§ YOUR INSTRUCTIONS
Would you return every entry below exactly as written, without its images?
-- Opening Marker --
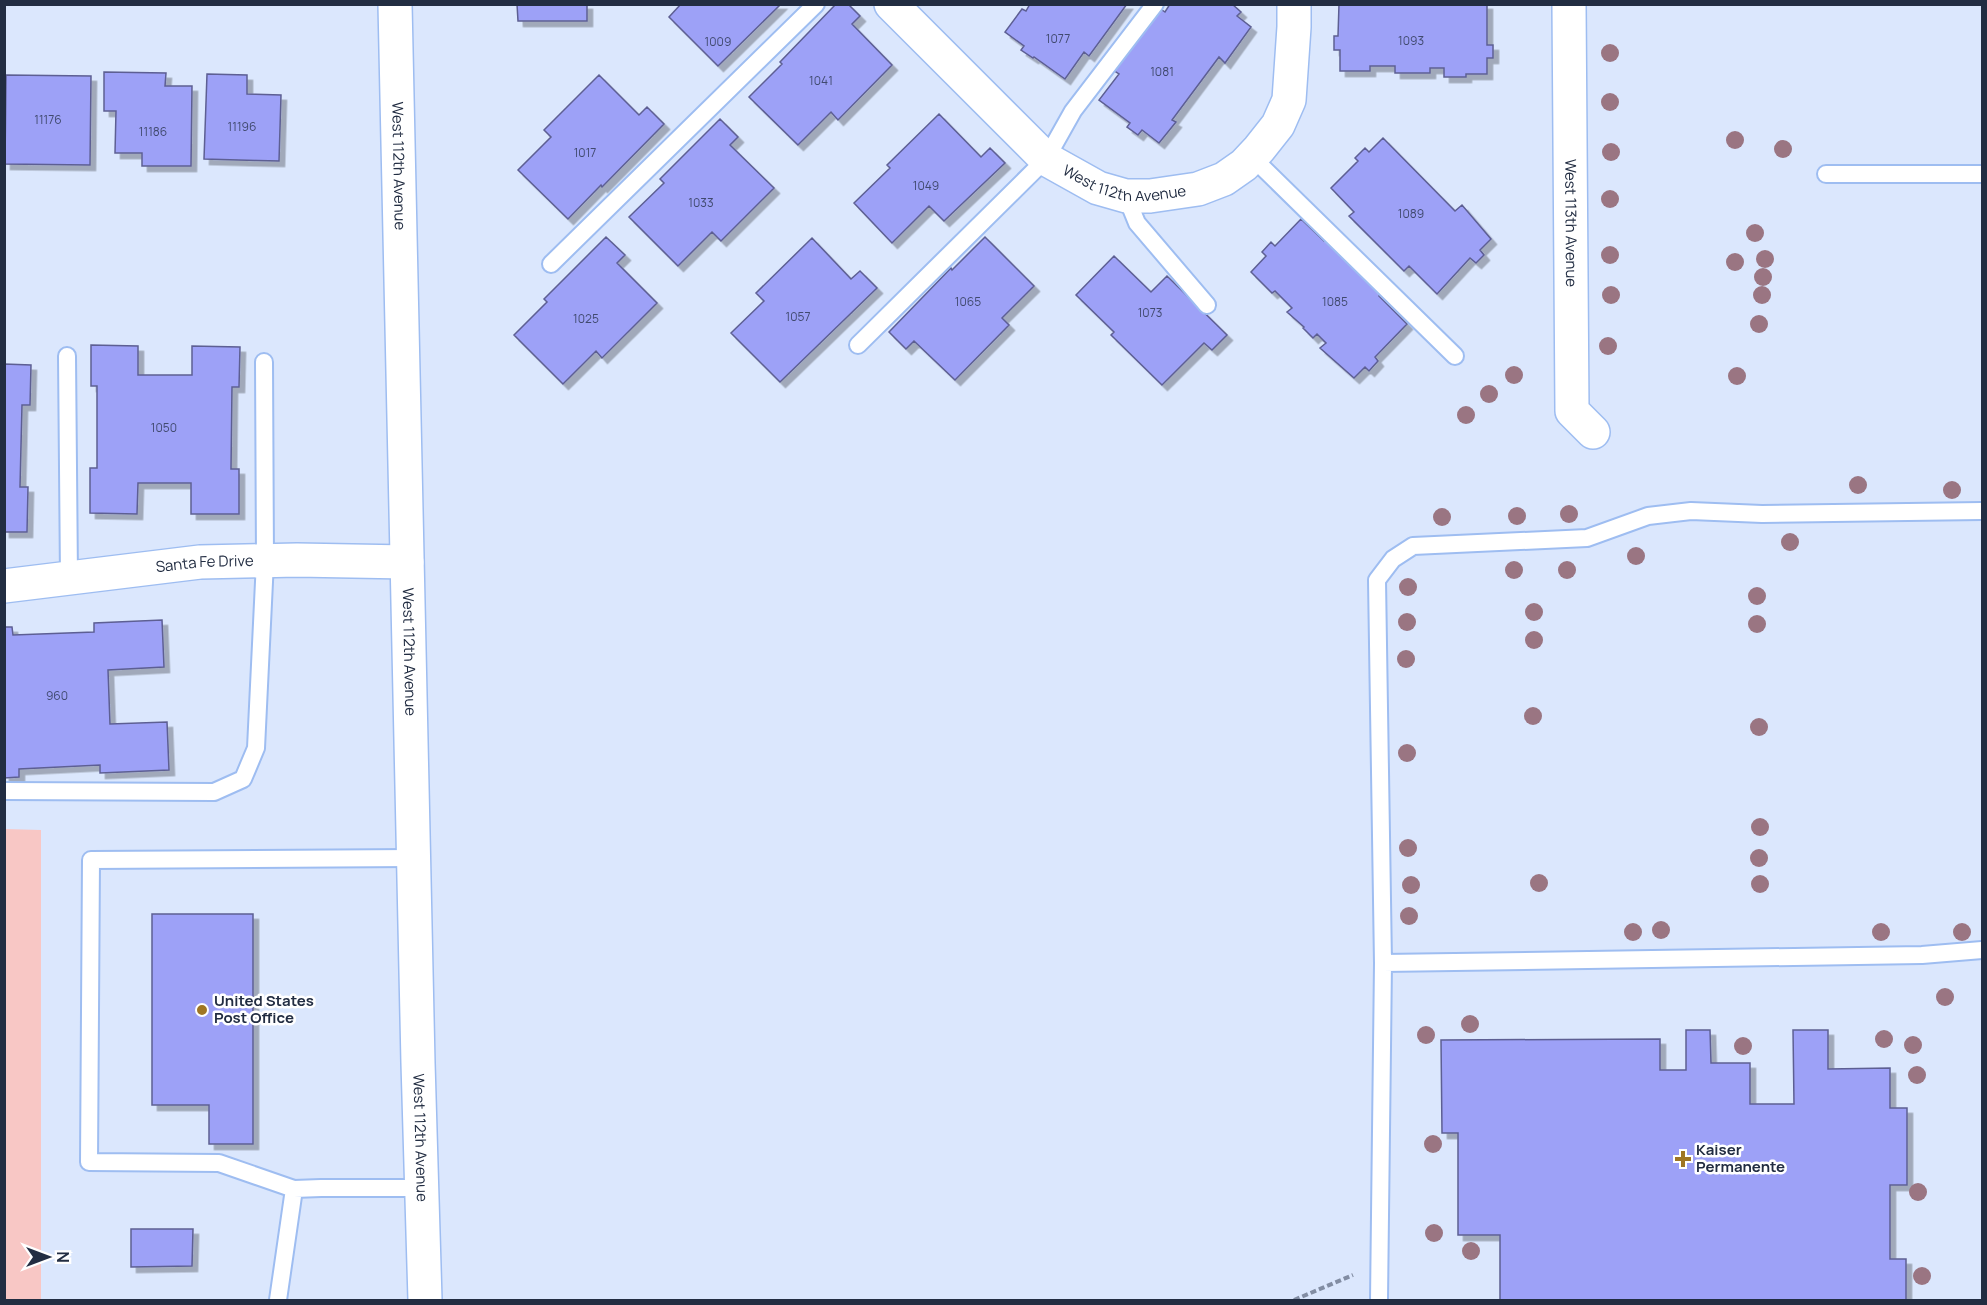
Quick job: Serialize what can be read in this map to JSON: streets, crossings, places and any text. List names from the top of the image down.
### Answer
{
  "streets": {
    "street": ["West 112th Avenue", "West 113th Avenue", "Santa Fe Drive"]
  },
  "crossings": [
    ["West 112th Avenue", "Santa Fe Drive"]
  ],
  "places": {
    "other": ["United States Post Office"],
    "health": ["Kaiser Permanente"]
  },
  "house_numbers": [
    "1077",
    "1093",
    "1009",
    "1081",
    "1041",
    "11176",
    "11196",
    "11186",
    "1017",
    "1049",
    "1033",
    "1089",
    "1065",
    "1085",
    "1073",
    "1057",
    "1025",
    "1050",
    "960"
  ],
  "north": "right"
}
-- Closing Marker --
§ REPLY
Quick job: Serialize what can be read in this map to JSON: streets, crossings, places and any text. List names from the top of the image down.
### Answer
{
  "streets": {
    "street": ["West 112th Avenue", "West 113th Avenue", "Santa Fe Drive"]
  },
  "crossings": [
    ["West 112th Avenue", "Santa Fe Drive"]
  ],
  "places": {
    "other": ["United States Post Office"],
    "health": ["Kaiser Permanente"]
  },
  "house_numbers": [
    "1077",
    "1093",
    "1009",
    "1081",
    "1041",
    "11176",
    "11196",
    "11186",
    "1017",
    "1049",
    "1033",
    "1089",
    "1065",
    "1085",
    "1073",
    "1057",
    "1025",
    "1050",
    "960"
  ],
  "north": "right"
}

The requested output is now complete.